O primeiro número de A Capital de sexta-feira, 1 de Julho de 1910.


 

Fundado por Manuel Guimarães, o primeiro número de A Capital foi publicado na sexta-feira 1 de Julho de 1910, três meses antes da implantação da República em Portugal. Tinha quatro páginas a sete colunas. 

Jornal intelectual, seguindo os passos de A Luta, o jornal republicano fundado em 1906 por Brito Camacho, futuro dirigente do Partido Unionista, foi um dos mais lidos jornais portugueses da época da República, tendo congregado alguns jornalistas de renome como Tito Martins, Henrique Trindade Coelho, apoiante de Sidónio Pais e director de O Século, Joaquim Manso, director do Diário de Lisboa em 1921, Reinaldo Ferreira, o célebre Repórter X, Norberto de Araújo, olissipógrafo erudito, Hermano Neves, repórter de guerra, em França em  1914, André Brun, humorista e autor de A Vizinha do Lado e A Maluquinha de Arroios, assim como de Virgínia Quaresma, a primeira mulher jornalista, após ter sido a primeira licenciada pela Faculdade de Letras de Lisboa, criadora da primeira agência de publicidade e redactora principal de Alma Feminina, publicada de 1907 a 1908. 

Na primeira coluna, no local dos futuros artigos de fundo e com o título "O Nosso Posto", o jornal apresentava-se como republicano e afirmava que se propunha "lutar, combater, doutrinar, influir por todos os meios ao alcance da nossa mediania, mas com a intensa dedicação das nossas convicções ardentes, para que o povo português, rompendo com o prejuízo histórico que faz dele o mais atrasado e o mais miserável dos povos da velha Europa, sem direitos e sem regalias, sujeito aos caprichos do poder relegado à condição ínfima de servo, ganhe pelo estabelecimento dum governo de todos, por todos e para todos, que é o governo da República, a consciência da soberania e adquira as virtudes políticas que são a base e o fundamento da dignidade cívica". 

O jornal foi fundamentalmente informativo e não doutrinário.
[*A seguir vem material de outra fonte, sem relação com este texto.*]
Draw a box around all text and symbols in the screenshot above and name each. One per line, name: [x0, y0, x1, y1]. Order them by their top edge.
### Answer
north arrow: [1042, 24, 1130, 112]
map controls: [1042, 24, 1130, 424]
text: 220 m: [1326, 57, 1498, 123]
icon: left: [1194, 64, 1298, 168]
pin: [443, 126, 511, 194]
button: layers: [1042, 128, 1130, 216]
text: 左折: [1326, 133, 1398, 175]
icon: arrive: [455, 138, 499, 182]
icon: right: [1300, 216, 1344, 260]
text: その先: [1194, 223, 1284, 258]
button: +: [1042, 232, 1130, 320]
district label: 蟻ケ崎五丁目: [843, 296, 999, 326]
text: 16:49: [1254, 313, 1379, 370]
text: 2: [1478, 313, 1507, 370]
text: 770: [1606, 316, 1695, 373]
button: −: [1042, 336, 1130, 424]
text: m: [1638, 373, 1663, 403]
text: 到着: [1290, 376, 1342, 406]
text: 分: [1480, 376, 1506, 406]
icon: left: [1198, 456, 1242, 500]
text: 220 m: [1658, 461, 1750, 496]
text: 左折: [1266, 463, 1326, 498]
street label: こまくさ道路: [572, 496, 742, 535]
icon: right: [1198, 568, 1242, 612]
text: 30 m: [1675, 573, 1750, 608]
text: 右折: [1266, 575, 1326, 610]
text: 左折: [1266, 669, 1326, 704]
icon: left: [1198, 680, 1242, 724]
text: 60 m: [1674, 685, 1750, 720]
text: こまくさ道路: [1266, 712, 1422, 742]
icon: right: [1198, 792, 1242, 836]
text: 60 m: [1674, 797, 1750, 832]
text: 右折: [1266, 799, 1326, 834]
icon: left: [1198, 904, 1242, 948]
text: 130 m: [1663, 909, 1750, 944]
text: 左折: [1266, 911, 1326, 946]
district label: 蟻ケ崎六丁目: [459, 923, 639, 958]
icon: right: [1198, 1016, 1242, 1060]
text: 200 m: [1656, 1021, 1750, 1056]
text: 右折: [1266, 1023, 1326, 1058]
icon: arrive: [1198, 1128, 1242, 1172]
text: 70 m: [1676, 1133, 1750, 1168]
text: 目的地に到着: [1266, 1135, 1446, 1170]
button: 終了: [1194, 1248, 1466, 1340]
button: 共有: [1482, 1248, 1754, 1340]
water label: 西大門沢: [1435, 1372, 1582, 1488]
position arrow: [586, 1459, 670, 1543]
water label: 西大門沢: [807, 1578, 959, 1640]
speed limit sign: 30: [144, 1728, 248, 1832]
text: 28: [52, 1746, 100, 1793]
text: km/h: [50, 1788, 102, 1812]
Os seus ideais políticos exprimia-os numa frase, que tinha sido escrita no primeiro dia: "Jornal do Povo, pelo Povo e para o Povo."

Em 1 de Julho de 1917, assinalando a passagem do oitavo ano de publicação, a direcção do jornal escreveu: "O que fizemos até hoje continuaremos a fazê-lo. É preciso desenvolver o país, dar expansão às iniciativas fecundas, harmonizar os interesses das classes, criar a plenitude social. A República pode, deve e há-de fazê-lo." 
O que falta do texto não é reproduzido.